A lot of the higher fuel efficiency quoted for diesels comes not from the absolute efficiency(which is higher, but not dramatically so) but rather that the energy density of diesel fuel is higher. It's similar to phenomena like seeing lower gas mileage in a gasoline engine with winter blend gas as opposed to summer blends. Winter blends are more volatile, and in petroleum chemistry higher volatility usually means shorter hydrocarbon chains and lower energy density. Also, if you have a flex fuel vehicle, look at the mileage hit you get on E85 vs. E10.

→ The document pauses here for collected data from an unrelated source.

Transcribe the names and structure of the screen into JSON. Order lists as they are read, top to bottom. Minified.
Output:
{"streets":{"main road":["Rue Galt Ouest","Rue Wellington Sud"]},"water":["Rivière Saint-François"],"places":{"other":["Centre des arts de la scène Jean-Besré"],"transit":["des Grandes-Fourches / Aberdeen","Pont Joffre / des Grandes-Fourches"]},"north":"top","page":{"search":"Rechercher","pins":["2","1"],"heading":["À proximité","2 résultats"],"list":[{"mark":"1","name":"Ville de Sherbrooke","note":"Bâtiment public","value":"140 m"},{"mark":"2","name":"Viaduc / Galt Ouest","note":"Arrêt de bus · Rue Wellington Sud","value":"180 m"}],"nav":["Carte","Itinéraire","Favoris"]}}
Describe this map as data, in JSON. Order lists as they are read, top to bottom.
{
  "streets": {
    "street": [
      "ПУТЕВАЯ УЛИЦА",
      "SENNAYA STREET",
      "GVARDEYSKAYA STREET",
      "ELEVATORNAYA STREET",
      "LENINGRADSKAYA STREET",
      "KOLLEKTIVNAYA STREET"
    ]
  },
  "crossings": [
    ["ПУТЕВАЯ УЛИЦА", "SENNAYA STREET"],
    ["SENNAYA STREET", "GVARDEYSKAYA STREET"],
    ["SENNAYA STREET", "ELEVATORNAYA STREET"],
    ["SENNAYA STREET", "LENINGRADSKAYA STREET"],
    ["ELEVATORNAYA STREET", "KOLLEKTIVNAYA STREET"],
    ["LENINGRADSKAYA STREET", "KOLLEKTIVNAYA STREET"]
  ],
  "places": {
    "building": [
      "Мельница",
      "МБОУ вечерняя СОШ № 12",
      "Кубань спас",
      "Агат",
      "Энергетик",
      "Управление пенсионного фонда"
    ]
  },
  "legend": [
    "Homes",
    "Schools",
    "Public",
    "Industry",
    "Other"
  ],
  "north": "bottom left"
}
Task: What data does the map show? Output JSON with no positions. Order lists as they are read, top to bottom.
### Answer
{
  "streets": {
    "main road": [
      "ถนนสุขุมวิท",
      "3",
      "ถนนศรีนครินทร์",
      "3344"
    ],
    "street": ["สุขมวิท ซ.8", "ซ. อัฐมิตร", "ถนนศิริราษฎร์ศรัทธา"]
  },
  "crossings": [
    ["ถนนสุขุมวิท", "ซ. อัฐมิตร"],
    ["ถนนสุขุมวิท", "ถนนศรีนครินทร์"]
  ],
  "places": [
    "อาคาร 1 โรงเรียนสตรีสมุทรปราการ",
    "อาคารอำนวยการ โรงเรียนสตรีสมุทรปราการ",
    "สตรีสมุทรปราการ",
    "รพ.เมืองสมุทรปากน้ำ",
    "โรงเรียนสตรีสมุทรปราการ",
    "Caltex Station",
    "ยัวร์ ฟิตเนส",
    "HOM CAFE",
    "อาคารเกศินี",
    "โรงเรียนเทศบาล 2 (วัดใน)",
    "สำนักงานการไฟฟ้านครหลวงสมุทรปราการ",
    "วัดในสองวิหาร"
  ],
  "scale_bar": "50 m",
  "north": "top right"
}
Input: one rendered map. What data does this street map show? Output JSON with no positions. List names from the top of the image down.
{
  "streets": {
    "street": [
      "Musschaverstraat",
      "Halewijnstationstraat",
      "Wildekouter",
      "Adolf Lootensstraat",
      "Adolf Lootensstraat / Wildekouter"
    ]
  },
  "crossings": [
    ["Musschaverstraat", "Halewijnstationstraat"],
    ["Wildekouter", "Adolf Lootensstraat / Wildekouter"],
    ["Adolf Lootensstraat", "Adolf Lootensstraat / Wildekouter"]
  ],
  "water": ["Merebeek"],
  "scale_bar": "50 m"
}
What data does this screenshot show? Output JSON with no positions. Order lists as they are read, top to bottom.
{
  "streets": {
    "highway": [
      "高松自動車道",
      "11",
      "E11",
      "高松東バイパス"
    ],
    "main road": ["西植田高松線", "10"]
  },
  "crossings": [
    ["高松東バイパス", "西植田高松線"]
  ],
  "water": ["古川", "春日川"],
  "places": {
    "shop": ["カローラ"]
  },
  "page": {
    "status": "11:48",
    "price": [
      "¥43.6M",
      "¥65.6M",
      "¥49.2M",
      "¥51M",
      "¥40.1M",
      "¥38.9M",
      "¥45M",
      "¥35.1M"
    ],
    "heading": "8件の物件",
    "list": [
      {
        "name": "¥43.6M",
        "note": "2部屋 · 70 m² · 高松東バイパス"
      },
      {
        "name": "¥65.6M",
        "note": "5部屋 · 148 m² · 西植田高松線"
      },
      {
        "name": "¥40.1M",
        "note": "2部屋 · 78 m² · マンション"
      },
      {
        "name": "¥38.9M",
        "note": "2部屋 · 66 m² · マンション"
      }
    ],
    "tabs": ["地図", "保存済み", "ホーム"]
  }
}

As far as emissions go-since the US has really started cracking down on exhaust gases NOx, SOx, and VOCs have been the big focus. With closed loop fuel injection VOCs are pretty easy to control(and also helps gas mileage since the gas is actually burning in the cylinder and not coming out the tailpipe). Even without fuel injection, the solutions were usually to run the car lean, advance the spark aggressively, and sometimes run an air injection system into the exhaust to help burn anything in the tail pipe that wasn't burned in the engine. Gasoline tends to be low enough in sulfur that SOx really isn't an issue. Higher combustion temperatures tend to promote NOx formation, so the immediate solution was to lower compression-something you can't really do with diesel and still have a reliable engine. Now, catalytic converters scavenge VOCs and can also handle NOx to the point where we're now seeing high CR engines return.
By contrast, it's hard to tweak combustion conditions in a diesel to cut out VOCs, which is a lot of the reason why they(historically) have had such a distinctive smell. The high CRs inherent in a diesel(again something you can't change too much) make NOx formation a real problem and the higher sulfur content of diesel fuel tends to promote SOx formation. Urea injection cuts down a lot of the NOx and low sulfur diesel fuels help with SOx. You still have the VOC problem, though. There's also the issue of particulates, which are basically non-existent on an in-tune gasoline engine but are a problem with diesel. On stationary engines, you can put scrubbers on that keep this pretty well under control, but they tend to be big and bulky enough that they're impractical on stationary engines.
As mentioned-especially after the recent VAG and now FCA diesel scandals-I see diesels taking another big step back in the USA on anything other than than large pickups on up to big rigs(and busses).